— What the exercise asks —
Your answer is one number, how many lines in the entries include "stream".

· · · ·

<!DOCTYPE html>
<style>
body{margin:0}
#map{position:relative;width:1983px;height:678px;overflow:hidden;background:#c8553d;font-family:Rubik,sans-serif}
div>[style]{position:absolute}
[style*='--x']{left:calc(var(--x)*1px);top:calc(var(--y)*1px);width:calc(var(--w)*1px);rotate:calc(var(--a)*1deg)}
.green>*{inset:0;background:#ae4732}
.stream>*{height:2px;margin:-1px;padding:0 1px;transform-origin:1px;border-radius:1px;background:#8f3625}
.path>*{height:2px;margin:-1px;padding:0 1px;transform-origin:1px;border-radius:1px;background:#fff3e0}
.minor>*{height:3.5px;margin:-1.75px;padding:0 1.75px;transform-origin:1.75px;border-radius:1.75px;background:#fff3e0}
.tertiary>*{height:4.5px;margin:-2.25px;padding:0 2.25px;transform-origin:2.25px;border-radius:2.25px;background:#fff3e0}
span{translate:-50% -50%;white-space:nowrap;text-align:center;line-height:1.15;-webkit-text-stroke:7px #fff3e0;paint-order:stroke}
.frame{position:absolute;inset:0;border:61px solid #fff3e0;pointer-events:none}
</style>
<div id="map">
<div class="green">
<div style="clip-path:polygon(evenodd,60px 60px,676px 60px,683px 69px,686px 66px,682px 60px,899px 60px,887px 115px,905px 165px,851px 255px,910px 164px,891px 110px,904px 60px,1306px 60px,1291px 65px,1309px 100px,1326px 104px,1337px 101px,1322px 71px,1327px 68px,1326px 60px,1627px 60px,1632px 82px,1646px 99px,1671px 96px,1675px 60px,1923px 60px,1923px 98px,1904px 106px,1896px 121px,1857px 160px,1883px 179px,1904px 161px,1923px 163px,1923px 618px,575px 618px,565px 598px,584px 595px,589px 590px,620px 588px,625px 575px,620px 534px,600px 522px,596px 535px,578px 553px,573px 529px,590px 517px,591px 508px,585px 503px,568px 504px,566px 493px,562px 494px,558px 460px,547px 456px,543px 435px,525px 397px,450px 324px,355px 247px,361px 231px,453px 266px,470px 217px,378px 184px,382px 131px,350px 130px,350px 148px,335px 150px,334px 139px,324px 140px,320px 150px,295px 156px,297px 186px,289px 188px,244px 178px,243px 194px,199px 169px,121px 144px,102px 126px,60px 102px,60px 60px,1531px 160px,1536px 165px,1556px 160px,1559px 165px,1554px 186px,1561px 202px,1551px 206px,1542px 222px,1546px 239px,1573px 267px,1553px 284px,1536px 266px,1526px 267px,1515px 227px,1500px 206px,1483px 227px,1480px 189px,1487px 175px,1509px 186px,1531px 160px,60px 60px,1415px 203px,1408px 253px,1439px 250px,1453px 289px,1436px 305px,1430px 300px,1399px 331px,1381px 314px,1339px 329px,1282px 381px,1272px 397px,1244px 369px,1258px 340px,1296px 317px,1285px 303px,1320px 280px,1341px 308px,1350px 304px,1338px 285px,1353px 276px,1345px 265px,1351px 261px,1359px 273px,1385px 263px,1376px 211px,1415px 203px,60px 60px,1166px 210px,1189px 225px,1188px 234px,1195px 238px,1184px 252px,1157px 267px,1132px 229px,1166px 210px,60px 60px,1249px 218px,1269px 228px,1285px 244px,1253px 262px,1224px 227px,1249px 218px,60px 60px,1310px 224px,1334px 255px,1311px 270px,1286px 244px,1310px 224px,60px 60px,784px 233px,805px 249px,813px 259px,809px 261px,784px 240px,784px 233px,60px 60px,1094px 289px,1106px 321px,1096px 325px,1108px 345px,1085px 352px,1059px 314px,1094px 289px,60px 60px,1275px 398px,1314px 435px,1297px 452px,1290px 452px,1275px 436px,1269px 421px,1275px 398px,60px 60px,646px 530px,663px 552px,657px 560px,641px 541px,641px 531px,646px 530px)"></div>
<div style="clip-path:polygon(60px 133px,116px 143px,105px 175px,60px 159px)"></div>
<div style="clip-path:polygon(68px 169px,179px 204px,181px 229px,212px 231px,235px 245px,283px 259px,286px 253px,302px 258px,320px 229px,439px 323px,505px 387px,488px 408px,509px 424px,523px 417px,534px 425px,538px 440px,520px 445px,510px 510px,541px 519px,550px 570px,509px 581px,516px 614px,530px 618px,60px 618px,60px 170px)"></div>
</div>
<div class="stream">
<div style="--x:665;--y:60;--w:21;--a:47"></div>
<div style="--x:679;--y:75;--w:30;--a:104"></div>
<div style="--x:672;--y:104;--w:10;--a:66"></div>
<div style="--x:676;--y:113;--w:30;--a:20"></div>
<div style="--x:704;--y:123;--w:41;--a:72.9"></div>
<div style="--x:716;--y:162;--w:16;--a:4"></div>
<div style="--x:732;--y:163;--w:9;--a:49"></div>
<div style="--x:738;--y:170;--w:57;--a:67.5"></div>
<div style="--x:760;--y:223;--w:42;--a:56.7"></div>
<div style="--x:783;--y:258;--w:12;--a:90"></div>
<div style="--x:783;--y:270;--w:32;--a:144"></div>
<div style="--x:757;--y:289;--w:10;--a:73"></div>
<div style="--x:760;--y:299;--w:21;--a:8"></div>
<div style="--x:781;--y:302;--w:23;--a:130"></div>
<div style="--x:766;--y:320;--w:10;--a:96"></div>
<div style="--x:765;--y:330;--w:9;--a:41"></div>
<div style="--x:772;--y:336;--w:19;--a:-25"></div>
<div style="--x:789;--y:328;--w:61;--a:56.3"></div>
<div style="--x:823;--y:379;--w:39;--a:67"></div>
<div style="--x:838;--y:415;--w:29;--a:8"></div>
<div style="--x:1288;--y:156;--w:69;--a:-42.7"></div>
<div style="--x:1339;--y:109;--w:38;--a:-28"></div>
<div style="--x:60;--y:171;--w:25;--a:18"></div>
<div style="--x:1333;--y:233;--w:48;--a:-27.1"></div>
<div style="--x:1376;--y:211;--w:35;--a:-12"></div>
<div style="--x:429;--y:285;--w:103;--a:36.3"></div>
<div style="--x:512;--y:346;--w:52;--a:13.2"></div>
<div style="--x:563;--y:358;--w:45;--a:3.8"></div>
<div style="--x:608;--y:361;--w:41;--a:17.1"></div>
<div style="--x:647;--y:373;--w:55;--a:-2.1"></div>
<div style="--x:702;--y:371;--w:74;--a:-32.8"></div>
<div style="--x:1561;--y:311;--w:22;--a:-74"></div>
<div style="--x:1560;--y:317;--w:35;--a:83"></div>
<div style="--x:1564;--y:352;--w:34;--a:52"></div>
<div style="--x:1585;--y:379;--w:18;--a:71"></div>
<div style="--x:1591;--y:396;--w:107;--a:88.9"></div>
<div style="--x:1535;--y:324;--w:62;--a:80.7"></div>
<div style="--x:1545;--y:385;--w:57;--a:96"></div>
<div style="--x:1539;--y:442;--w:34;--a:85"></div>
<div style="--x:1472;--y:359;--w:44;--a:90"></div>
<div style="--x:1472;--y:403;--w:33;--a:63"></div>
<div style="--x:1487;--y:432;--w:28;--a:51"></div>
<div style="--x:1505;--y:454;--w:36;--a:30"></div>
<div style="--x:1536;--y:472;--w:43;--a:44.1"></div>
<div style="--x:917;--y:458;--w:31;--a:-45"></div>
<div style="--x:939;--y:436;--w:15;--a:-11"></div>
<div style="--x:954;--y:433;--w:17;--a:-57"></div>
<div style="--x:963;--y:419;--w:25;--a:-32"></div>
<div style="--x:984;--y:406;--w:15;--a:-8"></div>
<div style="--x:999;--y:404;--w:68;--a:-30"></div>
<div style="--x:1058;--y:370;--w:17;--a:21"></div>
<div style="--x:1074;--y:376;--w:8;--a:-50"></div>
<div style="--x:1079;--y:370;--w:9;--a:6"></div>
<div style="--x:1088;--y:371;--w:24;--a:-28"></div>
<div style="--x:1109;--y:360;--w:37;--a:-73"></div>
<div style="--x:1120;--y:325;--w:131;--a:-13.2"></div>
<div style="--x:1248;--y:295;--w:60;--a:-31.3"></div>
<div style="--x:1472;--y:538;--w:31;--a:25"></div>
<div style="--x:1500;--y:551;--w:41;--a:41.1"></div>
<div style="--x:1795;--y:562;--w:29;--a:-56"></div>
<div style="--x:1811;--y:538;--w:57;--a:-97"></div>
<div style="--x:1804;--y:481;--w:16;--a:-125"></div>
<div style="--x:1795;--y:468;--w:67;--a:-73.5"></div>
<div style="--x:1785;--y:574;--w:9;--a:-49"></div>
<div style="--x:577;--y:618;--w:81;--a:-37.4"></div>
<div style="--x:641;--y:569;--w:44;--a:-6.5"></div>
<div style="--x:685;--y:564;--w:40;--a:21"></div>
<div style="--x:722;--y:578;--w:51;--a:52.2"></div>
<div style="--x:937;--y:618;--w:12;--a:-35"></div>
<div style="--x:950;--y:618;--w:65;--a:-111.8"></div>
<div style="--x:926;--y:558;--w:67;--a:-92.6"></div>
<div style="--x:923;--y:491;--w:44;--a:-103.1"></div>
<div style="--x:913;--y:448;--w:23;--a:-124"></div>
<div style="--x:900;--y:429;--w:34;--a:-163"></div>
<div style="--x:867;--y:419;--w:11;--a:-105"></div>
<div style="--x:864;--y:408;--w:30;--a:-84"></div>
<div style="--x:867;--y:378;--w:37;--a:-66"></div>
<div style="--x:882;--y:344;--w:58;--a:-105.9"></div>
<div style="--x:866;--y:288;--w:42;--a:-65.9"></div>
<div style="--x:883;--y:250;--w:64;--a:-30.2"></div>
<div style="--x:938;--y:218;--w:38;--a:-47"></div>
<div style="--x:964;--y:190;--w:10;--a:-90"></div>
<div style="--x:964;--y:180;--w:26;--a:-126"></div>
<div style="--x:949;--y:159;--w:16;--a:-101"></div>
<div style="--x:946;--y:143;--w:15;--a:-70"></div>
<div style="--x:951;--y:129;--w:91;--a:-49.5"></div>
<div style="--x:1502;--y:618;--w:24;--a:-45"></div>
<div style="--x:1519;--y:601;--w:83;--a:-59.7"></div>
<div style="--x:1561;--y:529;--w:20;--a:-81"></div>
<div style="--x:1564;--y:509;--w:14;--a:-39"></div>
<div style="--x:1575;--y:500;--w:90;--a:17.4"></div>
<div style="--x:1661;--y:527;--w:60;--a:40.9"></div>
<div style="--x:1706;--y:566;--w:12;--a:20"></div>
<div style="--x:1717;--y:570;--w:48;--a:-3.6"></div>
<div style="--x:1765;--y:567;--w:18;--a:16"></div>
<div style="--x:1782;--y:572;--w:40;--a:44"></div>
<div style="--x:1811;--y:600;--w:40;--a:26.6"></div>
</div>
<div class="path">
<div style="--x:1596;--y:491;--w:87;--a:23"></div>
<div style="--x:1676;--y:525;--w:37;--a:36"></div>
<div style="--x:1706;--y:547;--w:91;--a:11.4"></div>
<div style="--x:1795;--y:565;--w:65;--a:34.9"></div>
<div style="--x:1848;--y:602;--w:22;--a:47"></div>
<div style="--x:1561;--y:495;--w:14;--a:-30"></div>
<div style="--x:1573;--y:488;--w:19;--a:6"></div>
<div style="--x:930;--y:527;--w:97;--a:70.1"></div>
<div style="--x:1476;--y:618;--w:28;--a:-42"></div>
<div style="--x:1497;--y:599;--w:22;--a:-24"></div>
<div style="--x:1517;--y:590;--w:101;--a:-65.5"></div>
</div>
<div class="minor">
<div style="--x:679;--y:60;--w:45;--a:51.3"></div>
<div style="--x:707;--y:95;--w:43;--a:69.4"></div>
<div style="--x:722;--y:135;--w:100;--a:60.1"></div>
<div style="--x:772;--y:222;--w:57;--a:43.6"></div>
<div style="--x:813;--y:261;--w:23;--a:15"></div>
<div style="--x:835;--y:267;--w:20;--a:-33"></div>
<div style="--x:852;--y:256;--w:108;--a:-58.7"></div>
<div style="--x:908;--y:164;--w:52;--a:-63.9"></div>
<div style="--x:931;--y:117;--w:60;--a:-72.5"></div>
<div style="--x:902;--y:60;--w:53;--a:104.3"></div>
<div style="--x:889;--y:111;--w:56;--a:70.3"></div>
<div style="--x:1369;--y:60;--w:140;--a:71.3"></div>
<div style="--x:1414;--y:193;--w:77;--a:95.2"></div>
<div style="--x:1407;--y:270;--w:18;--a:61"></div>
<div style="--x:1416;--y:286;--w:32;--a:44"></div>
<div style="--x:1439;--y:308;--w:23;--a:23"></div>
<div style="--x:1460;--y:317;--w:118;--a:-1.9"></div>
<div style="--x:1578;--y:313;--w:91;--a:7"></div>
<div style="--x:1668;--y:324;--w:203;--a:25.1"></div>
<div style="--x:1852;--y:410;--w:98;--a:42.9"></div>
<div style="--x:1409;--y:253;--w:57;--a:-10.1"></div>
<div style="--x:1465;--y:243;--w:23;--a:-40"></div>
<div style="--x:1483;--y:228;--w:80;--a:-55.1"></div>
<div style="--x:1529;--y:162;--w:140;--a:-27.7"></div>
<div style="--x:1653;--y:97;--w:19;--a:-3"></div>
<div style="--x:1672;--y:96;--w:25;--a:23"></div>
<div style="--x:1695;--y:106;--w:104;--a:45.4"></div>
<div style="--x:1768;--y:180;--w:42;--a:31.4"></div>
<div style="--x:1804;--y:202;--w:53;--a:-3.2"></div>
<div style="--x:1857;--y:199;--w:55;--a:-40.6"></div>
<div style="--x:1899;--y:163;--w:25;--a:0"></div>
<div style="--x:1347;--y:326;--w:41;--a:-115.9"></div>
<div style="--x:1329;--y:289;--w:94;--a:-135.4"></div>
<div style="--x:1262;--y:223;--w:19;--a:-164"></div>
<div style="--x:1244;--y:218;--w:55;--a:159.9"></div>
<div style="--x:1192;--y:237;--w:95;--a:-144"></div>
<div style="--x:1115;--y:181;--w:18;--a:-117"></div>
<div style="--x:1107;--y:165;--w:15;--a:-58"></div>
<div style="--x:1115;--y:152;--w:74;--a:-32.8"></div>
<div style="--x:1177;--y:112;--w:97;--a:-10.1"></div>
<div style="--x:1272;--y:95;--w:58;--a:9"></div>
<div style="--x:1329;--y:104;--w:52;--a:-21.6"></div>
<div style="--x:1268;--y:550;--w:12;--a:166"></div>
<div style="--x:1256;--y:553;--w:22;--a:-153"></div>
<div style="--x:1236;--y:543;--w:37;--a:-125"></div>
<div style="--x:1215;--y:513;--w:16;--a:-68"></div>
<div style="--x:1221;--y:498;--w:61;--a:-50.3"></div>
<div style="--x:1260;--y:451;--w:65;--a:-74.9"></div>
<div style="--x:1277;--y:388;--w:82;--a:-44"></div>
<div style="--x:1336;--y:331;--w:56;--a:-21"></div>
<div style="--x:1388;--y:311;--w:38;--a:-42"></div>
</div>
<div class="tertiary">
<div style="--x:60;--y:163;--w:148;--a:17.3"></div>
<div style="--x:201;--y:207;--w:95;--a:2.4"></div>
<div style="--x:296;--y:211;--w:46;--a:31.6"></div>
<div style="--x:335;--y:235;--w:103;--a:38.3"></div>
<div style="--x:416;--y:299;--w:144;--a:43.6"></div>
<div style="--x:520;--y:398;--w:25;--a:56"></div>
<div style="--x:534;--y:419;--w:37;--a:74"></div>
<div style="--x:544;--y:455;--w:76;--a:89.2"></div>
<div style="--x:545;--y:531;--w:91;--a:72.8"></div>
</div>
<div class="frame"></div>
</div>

· · · ·

— Answer below —
2